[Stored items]
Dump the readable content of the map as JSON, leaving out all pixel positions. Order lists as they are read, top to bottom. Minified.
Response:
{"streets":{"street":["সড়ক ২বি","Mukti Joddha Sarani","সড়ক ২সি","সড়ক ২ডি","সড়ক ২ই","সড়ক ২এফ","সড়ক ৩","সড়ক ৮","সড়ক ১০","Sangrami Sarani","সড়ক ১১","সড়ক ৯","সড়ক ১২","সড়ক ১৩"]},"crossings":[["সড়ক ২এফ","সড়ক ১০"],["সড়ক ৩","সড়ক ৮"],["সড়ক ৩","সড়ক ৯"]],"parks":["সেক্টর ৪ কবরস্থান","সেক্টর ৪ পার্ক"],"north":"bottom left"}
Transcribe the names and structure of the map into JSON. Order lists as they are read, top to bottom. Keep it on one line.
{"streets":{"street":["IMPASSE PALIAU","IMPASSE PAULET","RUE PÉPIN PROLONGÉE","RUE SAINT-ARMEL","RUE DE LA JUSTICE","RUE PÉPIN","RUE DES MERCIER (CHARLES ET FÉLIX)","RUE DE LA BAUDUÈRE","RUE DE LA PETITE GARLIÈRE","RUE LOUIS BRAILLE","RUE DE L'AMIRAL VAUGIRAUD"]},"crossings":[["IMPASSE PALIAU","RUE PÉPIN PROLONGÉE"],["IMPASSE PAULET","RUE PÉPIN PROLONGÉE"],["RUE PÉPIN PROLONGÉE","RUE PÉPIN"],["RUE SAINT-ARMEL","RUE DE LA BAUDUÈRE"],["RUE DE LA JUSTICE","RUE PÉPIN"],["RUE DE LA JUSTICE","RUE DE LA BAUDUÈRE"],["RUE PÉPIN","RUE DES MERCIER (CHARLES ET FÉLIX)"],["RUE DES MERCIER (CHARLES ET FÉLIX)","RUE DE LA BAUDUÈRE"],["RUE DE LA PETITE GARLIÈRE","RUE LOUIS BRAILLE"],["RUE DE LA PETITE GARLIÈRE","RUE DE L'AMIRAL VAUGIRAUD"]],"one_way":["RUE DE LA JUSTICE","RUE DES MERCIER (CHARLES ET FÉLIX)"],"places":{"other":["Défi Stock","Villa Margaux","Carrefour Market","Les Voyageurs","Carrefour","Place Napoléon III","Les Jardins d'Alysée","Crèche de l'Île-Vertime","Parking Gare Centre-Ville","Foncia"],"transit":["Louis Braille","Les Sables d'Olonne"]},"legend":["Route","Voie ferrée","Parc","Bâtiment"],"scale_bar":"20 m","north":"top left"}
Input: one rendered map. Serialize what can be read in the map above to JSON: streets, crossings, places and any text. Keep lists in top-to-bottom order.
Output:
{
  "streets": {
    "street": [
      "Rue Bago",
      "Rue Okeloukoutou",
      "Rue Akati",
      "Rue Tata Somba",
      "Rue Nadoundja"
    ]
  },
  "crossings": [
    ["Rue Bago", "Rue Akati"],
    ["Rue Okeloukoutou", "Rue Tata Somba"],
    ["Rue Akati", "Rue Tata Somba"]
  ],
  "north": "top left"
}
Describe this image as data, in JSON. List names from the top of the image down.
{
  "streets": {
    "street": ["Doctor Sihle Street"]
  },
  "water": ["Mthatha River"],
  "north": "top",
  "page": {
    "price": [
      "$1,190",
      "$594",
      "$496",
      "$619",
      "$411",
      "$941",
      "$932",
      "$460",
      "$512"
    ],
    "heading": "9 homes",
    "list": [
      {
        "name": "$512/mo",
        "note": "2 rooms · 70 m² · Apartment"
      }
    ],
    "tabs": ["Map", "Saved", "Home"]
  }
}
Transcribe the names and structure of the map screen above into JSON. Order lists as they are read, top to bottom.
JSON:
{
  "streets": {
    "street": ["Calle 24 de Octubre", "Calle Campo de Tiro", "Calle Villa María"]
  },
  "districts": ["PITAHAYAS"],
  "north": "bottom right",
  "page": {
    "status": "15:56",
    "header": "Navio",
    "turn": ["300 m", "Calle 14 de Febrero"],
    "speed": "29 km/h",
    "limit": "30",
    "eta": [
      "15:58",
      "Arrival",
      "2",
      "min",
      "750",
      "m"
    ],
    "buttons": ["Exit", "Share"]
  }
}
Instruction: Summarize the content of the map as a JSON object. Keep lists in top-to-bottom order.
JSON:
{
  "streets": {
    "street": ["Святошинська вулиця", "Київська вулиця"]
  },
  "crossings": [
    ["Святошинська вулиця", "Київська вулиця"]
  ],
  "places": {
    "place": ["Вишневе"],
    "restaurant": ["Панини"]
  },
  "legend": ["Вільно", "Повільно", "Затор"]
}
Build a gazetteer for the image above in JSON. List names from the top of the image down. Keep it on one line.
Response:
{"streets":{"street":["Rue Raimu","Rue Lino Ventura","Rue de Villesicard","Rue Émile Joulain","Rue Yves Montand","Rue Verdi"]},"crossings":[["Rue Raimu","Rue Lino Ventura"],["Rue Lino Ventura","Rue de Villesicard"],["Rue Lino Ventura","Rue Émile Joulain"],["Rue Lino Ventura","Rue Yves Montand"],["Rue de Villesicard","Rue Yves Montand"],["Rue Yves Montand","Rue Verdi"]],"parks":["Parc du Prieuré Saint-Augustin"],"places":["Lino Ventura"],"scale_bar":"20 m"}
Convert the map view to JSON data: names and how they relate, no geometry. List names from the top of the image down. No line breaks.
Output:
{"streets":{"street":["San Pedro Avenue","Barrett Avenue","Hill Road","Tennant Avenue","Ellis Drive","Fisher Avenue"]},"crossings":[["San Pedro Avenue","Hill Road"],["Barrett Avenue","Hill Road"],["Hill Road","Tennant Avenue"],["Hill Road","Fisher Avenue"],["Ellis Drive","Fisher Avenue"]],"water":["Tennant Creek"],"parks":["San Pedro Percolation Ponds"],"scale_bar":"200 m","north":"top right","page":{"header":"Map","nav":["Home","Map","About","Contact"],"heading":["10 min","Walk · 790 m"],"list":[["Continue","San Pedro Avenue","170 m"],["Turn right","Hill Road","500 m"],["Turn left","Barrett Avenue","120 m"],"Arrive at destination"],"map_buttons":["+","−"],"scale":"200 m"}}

EXERCISE » Copy every record above out again, word for word.

OUTPUT OF THE TASK »
Dump the readable content of the map as JSON, leaving out all pixel positions. Order lists as they are read, top to bottom. Minified.
Response:
{"streets":{"street":["সড়ক ২বি","Mukti Joddha Sarani","সড়ক ২সি","সড়ক ২ডি","সড়ক ২ই","সড়ক ২এফ","সড়ক ৩","সড়ক ৮","সড়ক ১০","Sangrami Sarani","সড়ক ১১","সড়ক ৯","সড়ক ১২","সড়ক ১৩"]},"crossings":[["সড়ক ২এফ","সড়ক ১০"],["সড়ক ৩","সড়ক ৮"],["সড়ক ৩","সড়ক ৯"]],"parks":["সেক্টর ৪ কবরস্থান","সেক্টর ৪ পার্ক"],"north":"bottom left"}
Transcribe the names and structure of the map into JSON. Order lists as they are read, top to bottom. Keep it on one line.
{"streets":{"street":["IMPASSE PALIAU","IMPASSE PAULET","RUE PÉPIN PROLONGÉE","RUE SAINT-ARMEL","RUE DE LA JUSTICE","RUE PÉPIN","RUE DES MERCIER (CHARLES ET FÉLIX)","RUE DE LA BAUDUÈRE","RUE DE LA PETITE GARLIÈRE","RUE LOUIS BRAILLE","RUE DE L'AMIRAL VAUGIRAUD"]},"crossings":[["IMPASSE PALIAU","RUE PÉPIN PROLONGÉE"],["IMPASSE PAULET","RUE PÉPIN PROLONGÉE"],["RUE PÉPIN PROLONGÉE","RUE PÉPIN"],["RUE SAINT-ARMEL","RUE DE LA BAUDUÈRE"],["RUE DE LA JUSTICE","RUE PÉPIN"],["RUE DE LA JUSTICE","RUE DE LA BAUDUÈRE"],["RUE PÉPIN","RUE DES MERCIER (CHARLES ET FÉLIX)"],["RUE DES MERCIER (CHARLES ET FÉLIX)","RUE DE LA BAUDUÈRE"],["RUE DE LA PETITE GARLIÈRE","RUE LOUIS BRAILLE"],["RUE DE LA PETITE GARLIÈRE","RUE DE L'AMIRAL VAUGIRAUD"]],"one_way":["RUE DE LA JUSTICE","RUE DES MERCIER (CHARLES ET FÉLIX)"],"places":{"other":["Défi Stock","Villa Margaux","Carrefour Market","Les Voyageurs","Carrefour","Place Napoléon III","Les Jardins d'Alysée","Crèche de l'Île-Vertime","Parking Gare Centre-Ville","Foncia"],"transit":["Louis Braille","Les Sables d'Olonne"]},"legend":["Route","Voie ferrée","Parc","Bâtiment"],"scale_bar":"20 m","north":"top left"}
Input: one rendered map. Serialize what can be read in the map above to JSON: streets, crossings, places and any text. Keep lists in top-to-bottom order.
Output:
{
  "streets": {
    "street": [
      "Rue Bago",
      "Rue Okeloukoutou",
      "Rue Akati",
      "Rue Tata Somba",
      "Rue Nadoundja"
    ]
  },
  "crossings": [
    ["Rue Bago", "Rue Akati"],
    ["Rue Okeloukoutou", "Rue Tata Somba"],
    ["Rue Akati", "Rue Tata Somba"]
  ],
  "north": "top left"
}
Describe this image as data, in JSON. List names from the top of the image down.
{
  "streets": {
    "street": ["Doctor Sihle Street"]
  },
  "water": ["Mthatha River"],
  "north": "top",
  "page": {
    "price": [
      "$1,190",
      "$594",
      "$496",
      "$619",
      "$411",
      "$941",
      "$932",
      "$460",
      "$512"
    ],
    "heading": "9 homes",
    "list": [
      {
        "name": "$512/mo",
        "note": "2 rooms · 70 m² · Apartment"
      }
    ],
    "tabs": ["Map", "Saved", "Home"]
  }
}
Transcribe the names and structure of the map screen above into JSON. Order lists as they are read, top to bottom.
JSON:
{
  "streets": {
    "street": ["Calle 24 de Octubre", "Calle Campo de Tiro", "Calle Villa María"]
  },
  "districts": ["PITAHAYAS"],
  "north": "bottom right",
  "page": {
    "status": "15:56",
    "header": "Navio",
    "turn": ["300 m", "Calle 14 de Febrero"],
    "speed": "29 km/h",
    "limit": "30",
    "eta": [
      "15:58",
      "Arrival",
      "2",
      "min",
      "750",
      "m"
    ],
    "buttons": ["Exit", "Share"]
  }
}
Instruction: Summarize the content of the map as a JSON object. Keep lists in top-to-bottom order.
JSON:
{
  "streets": {
    "street": ["Святошинська вулиця", "Київська вулиця"]
  },
  "crossings": [
    ["Святошинська вулиця", "Київська вулиця"]
  ],
  "places": {
    "place": ["Вишневе"],
    "restaurant": ["Панини"]
  },
  "legend": ["Вільно", "Повільно", "Затор"]
}
Build a gazetteer for the image above in JSON. List names from the top of the image down. Keep it on one line.
Response:
{"streets":{"street":["Rue Raimu","Rue Lino Ventura","Rue de Villesicard","Rue Émile Joulain","Rue Yves Montand","Rue Verdi"]},"crossings":[["Rue Raimu","Rue Lino Ventura"],["Rue Lino Ventura","Rue de Villesicard"],["Rue Lino Ventura","Rue Émile Joulain"],["Rue Lino Ventura","Rue Yves Montand"],["Rue de Villesicard","Rue Yves Montand"],["Rue Yves Montand","Rue Verdi"]],"parks":["Parc du Prieuré Saint-Augustin"],"places":["Lino Ventura"],"scale_bar":"20 m"}
Convert the map view to JSON data: names and how they relate, no geometry. List names from the top of the image down. No line breaks.
Output:
{"streets":{"street":["San Pedro Avenue","Barrett Avenue","Hill Road","Tennant Avenue","Ellis Drive","Fisher Avenue"]},"crossings":[["San Pedro Avenue","Hill Road"],["Barrett Avenue","Hill Road"],["Hill Road","Tennant Avenue"],["Hill Road","Fisher Avenue"],["Ellis Drive","Fisher Avenue"]],"water":["Tennant Creek"],"parks":["San Pedro Percolation Ponds"],"scale_bar":"200 m","north":"top right","page":{"header":"Map","nav":["Home","Map","About","Contact"],"heading":["10 min","Walk · 790 m"],"list":[["Continue","San Pedro Avenue","170 m"],["Turn right","Hill Road","500 m"],["Turn left","Barrett Avenue","120 m"],"Arrive at destination"],"map_buttons":["+","−"],"scale":"200 m"}}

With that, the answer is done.